40.3 Million Slaves: Challenging the Hypocrisy of Modern Slavery Statistics
The new estimates on modern slavery hide incontrovertible biases within them, but their weight will be used to justify the actions of ‘white saviours’ for years to come.
The emotive power of ‘slavery statistics’ is reflected in how unquestioned they are within the mainstream press. There are over 40 million slaves in the world today, a new report from the International Labour Organisation and the Walk Free Foundation said in September, and around the world the number went: 40 million slaves on Facebook, 40 million slaves on Twitter, 40 million slaves in the The Washington Post, the Guardian, the Independent, Spiegel Online, Al Jazeera, the Hindu. Apart from Daniel Mügge’s analysis for this site, can you think of anywhere that has responded critically to the release of the Global Estimates of Modern Slavery, or acknowledged in their reporting the substantial criticism levelled against Walk Free’s methodology in the past?
The UN enshrined the eradication of modern slavery by 2030 into sustainable development goal 8.7. But, “the world won’t be in a position to achieve the sustainable development goals unless we dramatically increase our efforts to end these scourges”, warned Guy Ryder, the director-general of the ILO. “These new global estimates can help shape and develop interventions to prevent both forced labour and child labour”.
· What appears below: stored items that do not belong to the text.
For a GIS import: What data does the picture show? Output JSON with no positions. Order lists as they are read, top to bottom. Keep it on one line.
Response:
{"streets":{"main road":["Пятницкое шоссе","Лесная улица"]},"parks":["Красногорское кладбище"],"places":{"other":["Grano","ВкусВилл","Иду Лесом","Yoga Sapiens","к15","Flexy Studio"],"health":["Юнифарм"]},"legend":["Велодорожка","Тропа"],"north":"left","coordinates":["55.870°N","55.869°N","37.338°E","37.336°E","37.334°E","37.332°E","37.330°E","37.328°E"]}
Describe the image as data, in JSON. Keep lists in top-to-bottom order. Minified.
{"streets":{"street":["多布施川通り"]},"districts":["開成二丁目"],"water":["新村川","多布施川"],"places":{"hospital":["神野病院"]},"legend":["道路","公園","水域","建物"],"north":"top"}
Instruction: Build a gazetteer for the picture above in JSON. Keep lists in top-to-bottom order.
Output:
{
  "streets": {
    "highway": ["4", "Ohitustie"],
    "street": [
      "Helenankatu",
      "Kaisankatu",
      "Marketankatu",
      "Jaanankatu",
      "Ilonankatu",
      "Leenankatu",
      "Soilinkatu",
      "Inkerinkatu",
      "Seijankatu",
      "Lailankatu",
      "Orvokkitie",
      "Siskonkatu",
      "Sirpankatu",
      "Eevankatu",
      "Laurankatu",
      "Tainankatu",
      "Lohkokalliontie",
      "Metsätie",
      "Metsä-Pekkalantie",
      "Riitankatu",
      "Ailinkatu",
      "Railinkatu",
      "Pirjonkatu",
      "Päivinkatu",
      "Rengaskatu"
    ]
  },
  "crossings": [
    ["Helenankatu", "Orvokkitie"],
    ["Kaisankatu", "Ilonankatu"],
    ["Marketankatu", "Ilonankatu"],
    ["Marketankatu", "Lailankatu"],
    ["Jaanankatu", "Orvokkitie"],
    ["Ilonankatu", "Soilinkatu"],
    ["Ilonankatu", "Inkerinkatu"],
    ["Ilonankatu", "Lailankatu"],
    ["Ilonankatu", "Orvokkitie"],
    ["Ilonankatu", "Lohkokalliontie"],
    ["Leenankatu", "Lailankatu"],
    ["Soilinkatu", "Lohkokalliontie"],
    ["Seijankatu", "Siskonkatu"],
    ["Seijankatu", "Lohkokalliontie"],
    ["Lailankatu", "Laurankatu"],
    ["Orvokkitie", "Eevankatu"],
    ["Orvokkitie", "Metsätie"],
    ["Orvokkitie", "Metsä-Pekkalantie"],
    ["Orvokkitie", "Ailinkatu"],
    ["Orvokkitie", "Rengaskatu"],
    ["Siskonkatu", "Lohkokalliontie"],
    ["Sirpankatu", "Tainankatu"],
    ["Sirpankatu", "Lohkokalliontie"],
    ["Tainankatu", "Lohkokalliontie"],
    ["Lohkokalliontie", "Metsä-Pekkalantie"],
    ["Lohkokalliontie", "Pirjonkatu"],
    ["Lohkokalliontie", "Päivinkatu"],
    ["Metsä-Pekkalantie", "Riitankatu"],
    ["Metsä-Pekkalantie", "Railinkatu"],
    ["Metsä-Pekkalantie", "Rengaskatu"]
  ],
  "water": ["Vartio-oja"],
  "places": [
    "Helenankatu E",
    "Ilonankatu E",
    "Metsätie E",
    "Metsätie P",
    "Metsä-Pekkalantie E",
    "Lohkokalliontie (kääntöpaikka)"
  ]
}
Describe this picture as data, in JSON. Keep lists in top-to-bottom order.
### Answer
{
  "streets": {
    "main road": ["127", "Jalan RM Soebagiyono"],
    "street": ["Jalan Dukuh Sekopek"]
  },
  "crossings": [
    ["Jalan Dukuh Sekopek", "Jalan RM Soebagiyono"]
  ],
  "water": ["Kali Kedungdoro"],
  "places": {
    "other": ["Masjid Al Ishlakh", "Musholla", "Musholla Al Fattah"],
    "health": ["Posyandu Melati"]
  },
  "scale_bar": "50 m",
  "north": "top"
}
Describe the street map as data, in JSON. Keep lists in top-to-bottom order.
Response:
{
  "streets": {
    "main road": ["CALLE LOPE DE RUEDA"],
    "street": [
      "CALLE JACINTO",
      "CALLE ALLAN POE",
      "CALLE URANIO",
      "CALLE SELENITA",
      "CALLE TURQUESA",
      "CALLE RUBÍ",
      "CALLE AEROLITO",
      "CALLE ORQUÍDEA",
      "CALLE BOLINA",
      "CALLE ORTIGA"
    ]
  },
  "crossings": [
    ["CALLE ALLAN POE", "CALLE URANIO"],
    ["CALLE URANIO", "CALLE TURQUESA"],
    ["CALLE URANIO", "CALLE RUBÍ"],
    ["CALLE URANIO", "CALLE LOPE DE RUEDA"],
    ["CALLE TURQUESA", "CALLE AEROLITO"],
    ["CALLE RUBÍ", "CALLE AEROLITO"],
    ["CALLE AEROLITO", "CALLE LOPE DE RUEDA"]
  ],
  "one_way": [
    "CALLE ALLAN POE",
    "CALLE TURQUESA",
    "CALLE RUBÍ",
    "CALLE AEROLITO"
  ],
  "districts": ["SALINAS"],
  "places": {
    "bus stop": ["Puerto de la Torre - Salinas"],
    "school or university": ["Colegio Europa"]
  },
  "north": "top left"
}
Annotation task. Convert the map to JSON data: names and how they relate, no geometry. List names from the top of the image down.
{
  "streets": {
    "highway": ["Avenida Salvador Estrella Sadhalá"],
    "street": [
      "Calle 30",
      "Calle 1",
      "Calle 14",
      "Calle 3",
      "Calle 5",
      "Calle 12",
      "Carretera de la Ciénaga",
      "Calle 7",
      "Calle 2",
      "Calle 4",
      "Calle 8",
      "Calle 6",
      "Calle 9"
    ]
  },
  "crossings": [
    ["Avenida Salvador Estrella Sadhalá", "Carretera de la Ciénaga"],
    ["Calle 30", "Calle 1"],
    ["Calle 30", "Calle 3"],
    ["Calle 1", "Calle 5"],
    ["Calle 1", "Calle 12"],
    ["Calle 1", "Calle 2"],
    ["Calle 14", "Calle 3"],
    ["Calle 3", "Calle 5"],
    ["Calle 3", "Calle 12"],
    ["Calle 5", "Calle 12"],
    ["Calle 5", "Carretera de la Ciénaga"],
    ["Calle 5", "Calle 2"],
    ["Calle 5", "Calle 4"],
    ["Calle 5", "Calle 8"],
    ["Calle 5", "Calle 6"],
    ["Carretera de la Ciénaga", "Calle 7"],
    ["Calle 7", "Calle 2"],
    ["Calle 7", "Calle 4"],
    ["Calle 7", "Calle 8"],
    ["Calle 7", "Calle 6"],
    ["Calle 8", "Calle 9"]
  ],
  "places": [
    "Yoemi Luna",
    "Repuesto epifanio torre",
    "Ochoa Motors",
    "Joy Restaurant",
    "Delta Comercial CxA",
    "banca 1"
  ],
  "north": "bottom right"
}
There are a number of problems with all this. Neither the producers of the new estimates nor the reporting around them acknowledge the imperialistic nature of the statistics themselves, or the influence of exclusively western thinking upon them. The individuals and institutions involved are furthermore reticent to see the racist echoes of Kipling’s ‘white man’s burden’ underlying their creation and within the policy-making surrounding them. These variations on a theme are not entirely distinct from one another, nor are they the same. The challenge here is to break down the narrative of the contemporary abolitionist movement, and highlight the racial undertones of the discourse; the abolitionist cultural imperialism.
Abolitionist cultural imperialism
The key players in what is most effectively described as the ‘contemporary abolitionist movement’ are easily identifiable, with the Walk Free Foundation positioning itself as its champion. Founded in 2013 by the family of mining magnate, Andrew Forrest, Walk Free orchestrated the first Global Slavery Index (GSI) and supported this latest, UN-backed edition. Both deploy the moral power of the term ‘slavery’ to generate outrage against what their authors class as ‘modern slavery’, and use statistics to bolster the legitimacy of their claims.
The numbers, however, hide an implicitly racist bias. For example, previous editions of the Global Slavery Index, the flagship product of the Walk Free Foundation, identified the ‘best’ and ‘worst’ states fighting contemporary slavery, praising the former and shaming the latter. Unsurprisingly, the best were all Euro-American and the worst African and Asian – a setup which positions the predominately white West as morally superior to and leader of the non-West.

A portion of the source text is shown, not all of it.